The following day, poor Chris had to work (someone has to keep me in French makeup) and I met 6 other spouses in the hotel lobby for a ride to the Flemish countryside and a visit to the "Kasteel van Gaasbeek" - or Gaasbeek Castle, originally built in 1240 as a fortress, then reconstructed in the 16th century. It was the home of the Count of Egmont, whose story is a popular one in Brussels as he was beheaded during the Spanish Inquisition (leaving a wife and 11 children) after opposing Spanish policies in the Netherlands. The castle was hosting a special exhibition about dragons (which many people thought real during those times) which was neat. Lunchtime brought us to "In den Appelboom" (Dutch for "The Miraculous Apple Tree") for a lovely Belgian meal. Then it was back to Brussels and chocolate sampling in the Sablon Square. This beautiful shopping area has nearly as many chocolate shops as Manhatten has Starbucks. Besides purchasing my share of Belgian chocolate, I also bought an array of their cookie specialty, Spekuloos, that you might recognize as the dark spice cookie with a windmill imprinted on it. After meeting back up with Chris at the hotel, dinner that night (as if I had room for it) was a reception at the Château Saint-Anne, which was a really magnificent building.
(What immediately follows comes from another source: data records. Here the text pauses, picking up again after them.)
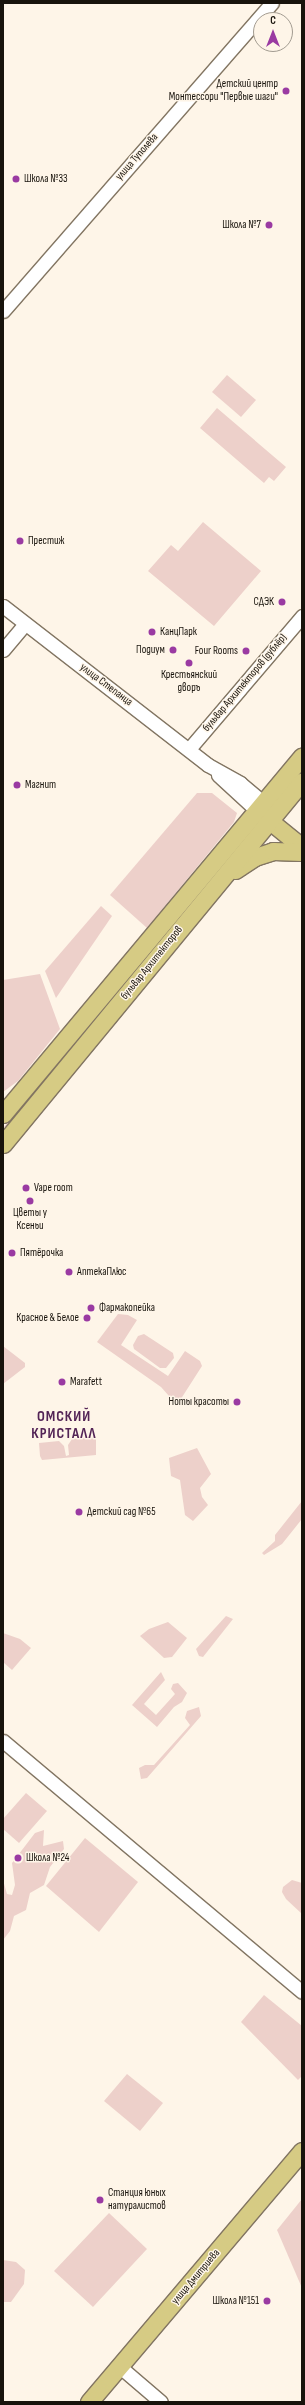 <!DOCTYPE html>
<meta charset="utf-8">
<style>
body{margin:0}
#map{position:relative;width:305px;height:2405px;overflow:hidden;background:#fef5e8;font-family:"Sofia Sans Condensed",sans-serif}
div>[style]{position:absolute}
[style*='--x']{left:calc(var(--x)*1px);top:calc(var(--y)*1px);width:calc(var(--w)*1px);rotate:calc(var(--a)*1deg)}
.green>*{inset:0;background:#edd0ca}
.roads{filter:drop-shadow(1px 0 #827562) drop-shadow(-1px 0 #827562) drop-shadow(0 1px #827562) drop-shadow(0 -1px #827562)}
.minor>*{height:13px;margin:-6.5px;padding:0 6.5px;transform-origin:6.5px;border-radius:6.5px;background:#fff}
.major>*{height:17px;margin:-8.5px;padding:0 8.5px;transform-origin:8.5px;border-radius:8.5px;background:#d6cb84}
.dots>*{width:11px;height:11px;translate:-50% -50%;box-sizing:border-box;border:2px solid #fef5e8;border-radius:50%}
span{translate:-50% -50%;white-space:nowrap;text-align:center;line-height:1.15;-webkit-text-stroke:3px #fef5e8;paint-order:stroke}
.poi-label{font-size:11px;color:#18130c}
.right{translate:-100% -50%;text-align:right}
.left{translate:0 -50%;text-align:left}
.street-label{font-size:11px;color:#18130c}
.district-label{font-size:15px;color:#532456;font-weight:700;letter-spacing:1px}
.frame{position:absolute;inset:0;border:4px solid #18130c;pointer-events:none}
.north{position:absolute;left:253px;top:12px;width:40px;height:40px;box-sizing:border-box;background:#fef5e8;border:1px solid #a29b90;border-radius:50%;rotate:0deg;font-size:11px;font-weight:700;line-height:16px;text-align:center;color:#18130c}
.north::after{content:'';display:block;margin:auto;width:14px;height:18px;background:#9a3aa2;clip-path:polygon(50% 0,100% 100%,50% 72%,0 100%)}
</style>
<div id="map">
<div class="green">
<i style="clip-path:polygon(227px 375px,256px 400px,241px 417px,212px 392px)"></i>
<i style="clip-path:polygon(217px 408px,286px 467px,274px 481px,269px 477px,264px 483px,200px 428px)"></i>
<i style="clip-path:polygon(203px 522px,261px 571px,214px 626px,148px 571px,171px 545px,178px 551px)"></i>
<i style="clip-path:polygon(197px 793px,212px 793px,237px 813px,234px 822px,147px 928px,110px 895px)"></i>
<i style="clip-path:polygon(250px 827px,253px 829px,7px 1129px,4px 1127px)"></i>
<i style="clip-path:polygon(101px 906px,112px 916px,56px 998px,45px 971px)"></i>
<i style="clip-path:polygon(40px 974px,60px 1029px,18px 1081px,3px 1092px,3px 980px)"></i>
<i style="clip-path:polygon(118px 1314px,128px 1315px,137px 1320px,121px 1345px,168px 1376px,185px 1351px,200px 1361px,202px 1366px,177px 1405px,161px 1387px,97px 1342px)"></i>
<i style="clip-path:polygon(144px 1334px,173px 1353px,174px 1358px,166px 1368px,160px 1368px,134px 1349px,133px 1345px,138px 1336px)"></i>
<i style="clip-path:polygon(3px 1346px,25px 1363px,25px 1367px,3px 1384px)"></i>
<i style="clip-path:polygon(96px 1437px,96px 1455px,42px 1460px,40px 1456px,39px 1443px,59px 1441px,64px 1446px,66px 1456px,69px 1455px,68px 1445px,72px 1439px)"></i>
<i style="clip-path:polygon(197px 1448px,211px 1474px,200px 1488px,202px 1497px,208px 1505px,193px 1521px,185px 1515px,180px 1480px,171px 1476px,169px 1458px)"></i>
<i style="clip-path:polygon(302px 1501px,302px 1519px,282px 1544px,264px 1555px,262px 1553px,275px 1541px,275px 1535px)"></i>
<i style="clip-path:polygon(226px 1616px,233px 1619px,203px 1657px,199px 1656px,196px 1649px)"></i>
<i style="clip-path:polygon(168px 1622px,187px 1638px,172px 1657px,164px 1658px,140px 1636px,149px 1629px)"></i>
<i style="clip-path:polygon(3px 1633px,20px 1639px,31px 1648px,12px 1670px,3px 1662px)"></i>
<i style="clip-path:polygon(161px 1672px,165px 1680px,144px 1704px,156px 1715px,175px 1694px,171px 1689px,173px 1684px,178px 1683px,187px 1693px,182px 1702px,174px 1707px,157px 1727px,132px 1705px)"></i>
<i style="clip-path:polygon(199px 1707px,201px 1716px,147px 1778px,141px 1779px,139px 1768px,145px 1765px,154px 1765px,190px 1725px,185px 1718px,187px 1711px)"></i>
<i style="clip-path:polygon(26px 1793px,47px 1811px,19px 1843px,3px 1829px,3px 1819px)"></i>
<i style="clip-path:polygon(44px 1830px,43px 1846px,63px 1841px,64px 1849px,50px 1867px,44px 1885px,30px 1893px,26px 1910px,14px 1916px,10px 1931px,3px 1940px,3px 1880px,7px 1894px,12px 1895px,15px 1885px,12px 1863px,35px 1833px)"></i>
<i style="clip-path:polygon(85px 1838px,138px 1882px,99px 1932px,46px 1886px)"></i>
<i style="clip-path:polygon(292px 1880px,302px 1883px,302px 1914px,286px 1899px,282px 1892px,283px 1887px)"></i>
<i style="clip-path:polygon(264px 1995px,302px 2026px,302px 2076px,298px 2080px,241px 2022px)"></i>
<i style="clip-path:polygon(127px 2074px,163px 2103px,140px 2131px,104px 2101px)"></i>
<i style="clip-path:polygon(302px 2199px,302px 2288px,277px 2230px)"></i>
<i style="clip-path:polygon(109px 2213px,147px 2249px,93px 2307px,54px 2271px)"></i>
<i style="clip-path:polygon(3px 2260px,16px 2262px,25px 2270px,24px 2284px,11px 2302px,3px 2302px)"></i>
</div>
<div class="roads">
<div class="minor">
<i style="--x:3;--y:311;--w:409;--a:-48.9"></i>
<i style="--x:3;--y:606;--w:259;--a:37.8"></i>
<i style="--x:208;--y:765;--w:37;--a:29"></i>
<i style="--x:240;--y:783;--w:30;--a:40"></i>
<i style="--x:3;--y:650;--w:34;--a:-50"></i>
<i style="--x:189;--y:749;--w:175;--a:-49.6"></i>
<i style="--x:218;--y:775;--w:52;--a:42.6"></i>
<i style="--x:3;--y:1741;--w:390;--a:40"></i>
<i style="--x:119;--y:2366;--w:55;--a:40.6"></i>
</div>
<div class="major">
<i style="--x:260;--y:813;--w:54;--a:39"></i>
<i style="--x:235;--y:870;--w:24;--a:-33"></i>
<i style="--x:255;--y:857;--w:19;--a:-18"></i>
<i style="--x:273;--y:851;--w:29;--a:2"></i>
<i style="--x:3;--y:1114;--w:466;--a:-50.1"></i>
<i style="--x:3;--y:1144;--w:470;--a:-50.5"></i>
<i style="--x:89;--y:2402;--w:329;--a:-49.7"></i>
</div>
</div>
<div class="dots">
<i style="left:286px;top:91px;background:#9a3aa2"></i>
<i style="left:16px;top:179px;background:#9a3aa2"></i>
<i style="left:269px;top:225px;background:#9a3aa2"></i>
<i style="left:20px;top:541px;background:#9a3aa2"></i>
<i style="left:282px;top:602px;background:#9a3aa2"></i>
<i style="left:152px;top:632px;background:#9a3aa2"></i>
<i style="left:173px;top:650px;background:#9a3aa2"></i>
<i style="left:246px;top:651px;background:#9a3aa2"></i>
<i style="left:189px;top:663px;background:#9a3aa2"></i>
<i style="left:17px;top:785px;background:#9a3aa2"></i>
<i style="left:26px;top:1188px;background:#9a3aa2"></i>
<i style="left:30px;top:1201px;background:#9a3aa2"></i>
<i style="left:12px;top:1253px;background:#9a3aa2"></i>
<i style="left:69px;top:1272px;background:#9a3aa2"></i>
<i style="left:91px;top:1308px;background:#9a3aa2"></i>
<i style="left:87px;top:1318px;background:#9a3aa2"></i>
<i style="left:62px;top:1382px;background:#9a3aa2"></i>
<i style="left:237px;top:1402px;background:#9a3aa2"></i>
<i style="left:79px;top:1512px;background:#9a3aa2"></i>
<i style="left:18px;top:1858px;background:#9a3aa2"></i>
<i style="left:100px;top:2200px;background:#9a3aa2"></i>
<i style="left:267px;top:2301px;background:#9a3aa2"></i>
</div>
<div class="poi-label">
<span class="right" style="left:278px;top:91px">Детский центр<br>Монтессори "Первые шаги"</span>
<span class="left" style="left:24px;top:179px">Школа №33</span>
<span class="right" style="left:261px;top:225px">Школа №7</span>
<span class="left" style="left:28px;top:541px">Престиж</span>
<span class="right" style="left:274px;top:602px">СДЭК</span>
<span class="left" style="left:160px;top:632px">КанцПарк</span>
<span class="right" style="left:165px;top:650px">Подиум</span>
<span class="right" style="left:238px;top:651px">Four Rooms</span>
<span style="left:189px;top:682px">Крестьянский<br>дворъ</span>
<span class="left" style="left:25px;top:785px">Магнит</span>
<span class="left" style="left:34px;top:1188px">Vape room</span>
<span style="left:30px;top:1220px">Цветы у<br>Ксеньи</span>
<span class="left" style="left:20px;top:1253px">Пятёрочка</span>
<span class="left" style="left:77px;top:1272px">АптекаПлюс</span>
<span class="left" style="left:99px;top:1308px">Фармакопейка</span>
<span class="right" style="left:79px;top:1318px">Красное &amp; Белое</span>
<span class="left" style="left:70px;top:1382px">Marafett</span>
<span class="right" style="left:229px;top:1402px">Ноты красоты</span>
<span class="left" style="left:87px;top:1512px">Детский сад №65</span>
<span class="left" style="left:26px;top:1858px">Школа №24</span>
<span class="left" style="left:108px;top:2200px">Станция юных<br>натуралистов</span>
<span class="right" style="left:259px;top:2301px">Школа №151</span>
</div>
<div class="street-label">
<span style="left:137px;top:157px;rotate:-49deg">улица Туполева</span>
<span style="left:245px;top:683px;rotate:-50deg">бульвар Архитекторов (дублёр)</span>
<span style="left:106px;top:685px;rotate:37deg">улица Степанца</span>
<span style="left:152px;top:963px;rotate:-51deg">бульвар Архитекторов</span>
<span style="left:196px;top:2277px;rotate:-50deg">улица Дмитриева</span>
</div>
<div class="district-label">
<span style="left:64px;top:1425px">ОМСКИЙ<br>КРИСТАЛЛ</span>
</div>
<div class="frame"></div>
<div class="north">С</div>
</div>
Our group was down to 6 the next day, and we stayed in the city for a visit to the Musée Magritte Museum, where we were given a tour of the works of the surreal artist René Magritte. You might recognize his work, "The Son of Man", which is a painting of a man in a bowler hat with a green apple for his face, made famous in the movie "The Thomas Crown Affair" (the Pierce Brosnan, not the Steve McQueen, version.) That particular work wasn't on display here, but our enthusiastic tour guide added much interest to the works we did see. Next, we visited the "Villa Empain" which is a newly renovated art-deco style building (originally built in 1930) that contained an eclectic collection of Asian & European art works. Our final stop before heading back to the hotel was for lunch at the Chalet Robinson, which was a lovely restaurant on a little island all its own - we had to take a short ferry boat ride to get there.
With the conference concluded, we bid farewell to our travel companions. Chris and I had a nice dinner at a local Brasserie - we thought we were going for traditional Belgian food but got French instead - but it was still delicious. The next morning we had just enough time to walk to the "Place du Jeu de Balle" where the locals hold a flea-market style street market every morning, then back to the Sablon so that I could show Chris the chocolate shops. Then it was back to the hotel and on to the train station where we Eurostarred it back to London.
Brussels is a wonderful city, and the Grand-Place especially evoked thoughts of what I always imagined a quintessential European city to look like. It's officially a bi-lingual city, with French and Flemish (Dutch) as its official languages, so I was able to practice my French again (although I found more locals seemed to speak English there than in Paris.) One story that left an impression on me was that of a Belgian pilot who volunteered with the RAF during World War II. After flying a mission and heading back to England, he defied orders and, using sight navigation, mounted a solo attack and bombed the Gestapo's headquarters in Brussels where interrogations and torture of Belgian Resistance fighters were rumored. The pilot, Jean de Sélys Longchamps, was demoted for acting without orders, but subsequently awarded the Distinquished Flying Cross for these same actions, and a monument to him currently stands in front of the building - which also happens to be located just across the street from the Brussels company headquarters. These stories are an amazing reminder to me of the fact that so much horror and destruction occurred in Europe a relatively short time ago, and its citizens truly had to overcome a massive amount of devastation, the likes that we Americans fortunately have not had to experience ourselves. (I don't need to be reminded of 9/11, but I think you get my drift.)
Since returning home we've gotten back to something of a routine. Autumn is definitely here and the holidays will be upon us before we know it. We hope to make it to Prague before the snow flies... or the cold rain begins.